Two months ago I positioned myself as a studio called BLAKBOX and I haven’t had a project since than. I’m sick and tired of Upwork, low-impact material and meaningless projects and I wanna do real design!

So here it is, my portfolio: https://blakbox.org/
I’d love your input on it, guys. Look at it as if you haven’t just read all this, as if you were a client or another agency. Be honest, and tell me, is my design really that bad? Btw, all of these projects are the result of my “brain farts”…and some of them people keep asking about (Frostar beer, Nexus). Maybe I’m being too self critical, but maybe I’m missing something crucial.

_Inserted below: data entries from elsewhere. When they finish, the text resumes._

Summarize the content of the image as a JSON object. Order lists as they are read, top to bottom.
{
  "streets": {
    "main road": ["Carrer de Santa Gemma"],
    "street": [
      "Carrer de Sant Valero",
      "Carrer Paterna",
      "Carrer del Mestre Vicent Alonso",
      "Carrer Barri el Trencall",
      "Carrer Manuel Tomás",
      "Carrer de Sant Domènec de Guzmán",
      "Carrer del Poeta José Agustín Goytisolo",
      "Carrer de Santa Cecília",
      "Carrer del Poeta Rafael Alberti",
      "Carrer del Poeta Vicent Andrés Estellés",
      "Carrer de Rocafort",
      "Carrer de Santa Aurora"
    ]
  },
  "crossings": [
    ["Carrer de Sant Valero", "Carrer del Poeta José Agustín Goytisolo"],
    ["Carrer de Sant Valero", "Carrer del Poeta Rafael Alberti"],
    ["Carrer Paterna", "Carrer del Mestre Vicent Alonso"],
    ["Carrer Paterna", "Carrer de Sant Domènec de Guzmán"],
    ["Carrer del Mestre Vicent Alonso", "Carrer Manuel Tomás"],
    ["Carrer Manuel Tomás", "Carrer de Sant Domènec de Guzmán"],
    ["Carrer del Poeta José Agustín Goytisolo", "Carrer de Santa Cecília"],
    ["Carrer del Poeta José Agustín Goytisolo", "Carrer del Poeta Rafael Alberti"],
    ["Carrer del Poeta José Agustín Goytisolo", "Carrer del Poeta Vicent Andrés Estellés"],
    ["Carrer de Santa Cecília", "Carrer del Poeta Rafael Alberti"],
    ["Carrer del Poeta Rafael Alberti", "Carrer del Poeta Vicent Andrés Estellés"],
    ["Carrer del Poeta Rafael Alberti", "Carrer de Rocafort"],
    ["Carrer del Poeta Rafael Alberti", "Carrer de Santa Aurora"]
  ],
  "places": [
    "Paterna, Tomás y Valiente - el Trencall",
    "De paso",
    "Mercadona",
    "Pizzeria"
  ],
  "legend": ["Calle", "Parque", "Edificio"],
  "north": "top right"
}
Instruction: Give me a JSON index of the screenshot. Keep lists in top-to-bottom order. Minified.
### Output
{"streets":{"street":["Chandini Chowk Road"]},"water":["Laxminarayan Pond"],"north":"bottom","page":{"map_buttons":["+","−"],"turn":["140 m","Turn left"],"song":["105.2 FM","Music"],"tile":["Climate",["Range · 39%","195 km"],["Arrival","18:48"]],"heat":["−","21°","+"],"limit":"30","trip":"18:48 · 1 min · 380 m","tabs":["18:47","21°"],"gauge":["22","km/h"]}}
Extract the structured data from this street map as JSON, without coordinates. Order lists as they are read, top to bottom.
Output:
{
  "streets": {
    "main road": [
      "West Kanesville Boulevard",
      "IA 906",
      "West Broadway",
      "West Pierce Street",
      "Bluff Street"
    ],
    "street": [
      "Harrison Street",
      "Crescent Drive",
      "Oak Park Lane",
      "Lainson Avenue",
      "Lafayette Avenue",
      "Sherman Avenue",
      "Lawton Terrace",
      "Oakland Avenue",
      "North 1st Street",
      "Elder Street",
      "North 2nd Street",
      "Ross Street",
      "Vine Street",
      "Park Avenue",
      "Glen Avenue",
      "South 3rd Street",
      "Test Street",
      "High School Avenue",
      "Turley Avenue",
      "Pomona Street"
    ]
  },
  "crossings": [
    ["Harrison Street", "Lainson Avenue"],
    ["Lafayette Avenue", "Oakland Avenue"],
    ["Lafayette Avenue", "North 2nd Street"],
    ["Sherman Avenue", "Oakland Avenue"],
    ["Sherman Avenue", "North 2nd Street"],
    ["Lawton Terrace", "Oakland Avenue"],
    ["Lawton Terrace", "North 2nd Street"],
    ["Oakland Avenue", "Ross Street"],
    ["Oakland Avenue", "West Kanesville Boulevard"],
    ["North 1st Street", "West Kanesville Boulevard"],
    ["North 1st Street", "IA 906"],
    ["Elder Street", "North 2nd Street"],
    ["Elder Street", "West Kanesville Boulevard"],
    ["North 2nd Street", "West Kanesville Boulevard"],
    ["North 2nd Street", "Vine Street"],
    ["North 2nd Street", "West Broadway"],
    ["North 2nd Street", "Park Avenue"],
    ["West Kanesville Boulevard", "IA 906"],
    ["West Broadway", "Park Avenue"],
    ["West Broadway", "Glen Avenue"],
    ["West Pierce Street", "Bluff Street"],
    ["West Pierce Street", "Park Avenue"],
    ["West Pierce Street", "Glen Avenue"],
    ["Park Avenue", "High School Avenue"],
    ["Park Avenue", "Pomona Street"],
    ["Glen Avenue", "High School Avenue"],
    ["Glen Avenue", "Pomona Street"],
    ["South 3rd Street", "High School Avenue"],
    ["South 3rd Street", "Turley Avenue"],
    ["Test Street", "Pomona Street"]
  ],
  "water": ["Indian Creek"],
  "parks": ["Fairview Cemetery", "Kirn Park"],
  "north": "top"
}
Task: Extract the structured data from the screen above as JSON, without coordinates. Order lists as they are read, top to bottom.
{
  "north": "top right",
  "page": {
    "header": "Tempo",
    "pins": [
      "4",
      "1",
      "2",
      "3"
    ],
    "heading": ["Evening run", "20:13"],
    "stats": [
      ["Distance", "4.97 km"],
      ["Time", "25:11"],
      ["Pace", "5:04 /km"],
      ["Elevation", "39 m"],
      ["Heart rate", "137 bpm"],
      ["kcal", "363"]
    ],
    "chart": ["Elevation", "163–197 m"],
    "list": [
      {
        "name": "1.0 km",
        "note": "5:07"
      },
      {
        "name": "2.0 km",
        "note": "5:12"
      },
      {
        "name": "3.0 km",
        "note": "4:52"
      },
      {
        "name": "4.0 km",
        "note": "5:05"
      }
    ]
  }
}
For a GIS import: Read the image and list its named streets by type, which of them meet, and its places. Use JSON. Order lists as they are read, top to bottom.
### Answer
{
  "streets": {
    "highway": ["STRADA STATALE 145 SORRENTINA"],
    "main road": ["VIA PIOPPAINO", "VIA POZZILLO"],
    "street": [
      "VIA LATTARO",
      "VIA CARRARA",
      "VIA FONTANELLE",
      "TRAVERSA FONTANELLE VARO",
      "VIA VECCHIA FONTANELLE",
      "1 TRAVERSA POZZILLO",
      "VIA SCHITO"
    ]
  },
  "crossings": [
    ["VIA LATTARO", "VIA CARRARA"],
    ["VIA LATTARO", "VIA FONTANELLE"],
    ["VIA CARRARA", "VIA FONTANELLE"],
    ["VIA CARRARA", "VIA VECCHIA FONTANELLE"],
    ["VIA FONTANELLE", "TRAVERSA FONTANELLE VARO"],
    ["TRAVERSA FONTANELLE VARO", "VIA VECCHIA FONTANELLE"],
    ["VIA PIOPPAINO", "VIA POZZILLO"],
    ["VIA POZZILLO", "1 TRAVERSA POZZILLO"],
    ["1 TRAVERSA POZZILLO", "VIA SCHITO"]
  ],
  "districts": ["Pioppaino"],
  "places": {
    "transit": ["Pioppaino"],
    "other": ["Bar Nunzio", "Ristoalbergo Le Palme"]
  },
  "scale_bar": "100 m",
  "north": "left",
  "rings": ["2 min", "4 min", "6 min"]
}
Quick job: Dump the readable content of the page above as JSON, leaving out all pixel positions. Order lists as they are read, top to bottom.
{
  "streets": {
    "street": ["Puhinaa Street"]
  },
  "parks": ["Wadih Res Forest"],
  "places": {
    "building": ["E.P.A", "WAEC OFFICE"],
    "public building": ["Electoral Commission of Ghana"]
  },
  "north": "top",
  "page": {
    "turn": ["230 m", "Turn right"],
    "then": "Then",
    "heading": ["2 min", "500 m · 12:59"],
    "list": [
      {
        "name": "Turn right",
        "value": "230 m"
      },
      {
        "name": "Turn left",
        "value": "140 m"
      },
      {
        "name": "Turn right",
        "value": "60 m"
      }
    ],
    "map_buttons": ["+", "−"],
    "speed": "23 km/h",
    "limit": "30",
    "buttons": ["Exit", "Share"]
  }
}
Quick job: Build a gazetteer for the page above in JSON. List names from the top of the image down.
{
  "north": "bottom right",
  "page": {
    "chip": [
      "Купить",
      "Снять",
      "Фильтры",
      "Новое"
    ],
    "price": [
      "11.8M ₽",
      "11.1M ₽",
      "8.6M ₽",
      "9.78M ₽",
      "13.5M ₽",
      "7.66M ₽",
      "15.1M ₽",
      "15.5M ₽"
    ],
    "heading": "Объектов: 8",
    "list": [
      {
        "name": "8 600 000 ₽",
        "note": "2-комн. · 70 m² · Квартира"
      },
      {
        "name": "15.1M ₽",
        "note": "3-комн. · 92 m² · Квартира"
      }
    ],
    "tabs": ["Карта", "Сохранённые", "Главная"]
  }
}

What do you think, how do I break out of this mental-shit hole? How do I close the gap? Does any of you also struggle with such things? Is it because I haven’t gone to college? Were you in college, did you learn something that sets you apart from non-formally educated designers? Do you notice the difference?

Anyway, thanks a ton, I hope this topic even helps someone to not feel so alone in this, in case there is someone who suffers the same dilema as me.

Thank you again for your time and have a great day!

Alex.

Hmm. Interesting post.

I just looked at your website. Some of the work is nice, but it does come across as rather generic. Designing for fictitious projects to look good in your portfolio can be completely different than working for clients in the real world.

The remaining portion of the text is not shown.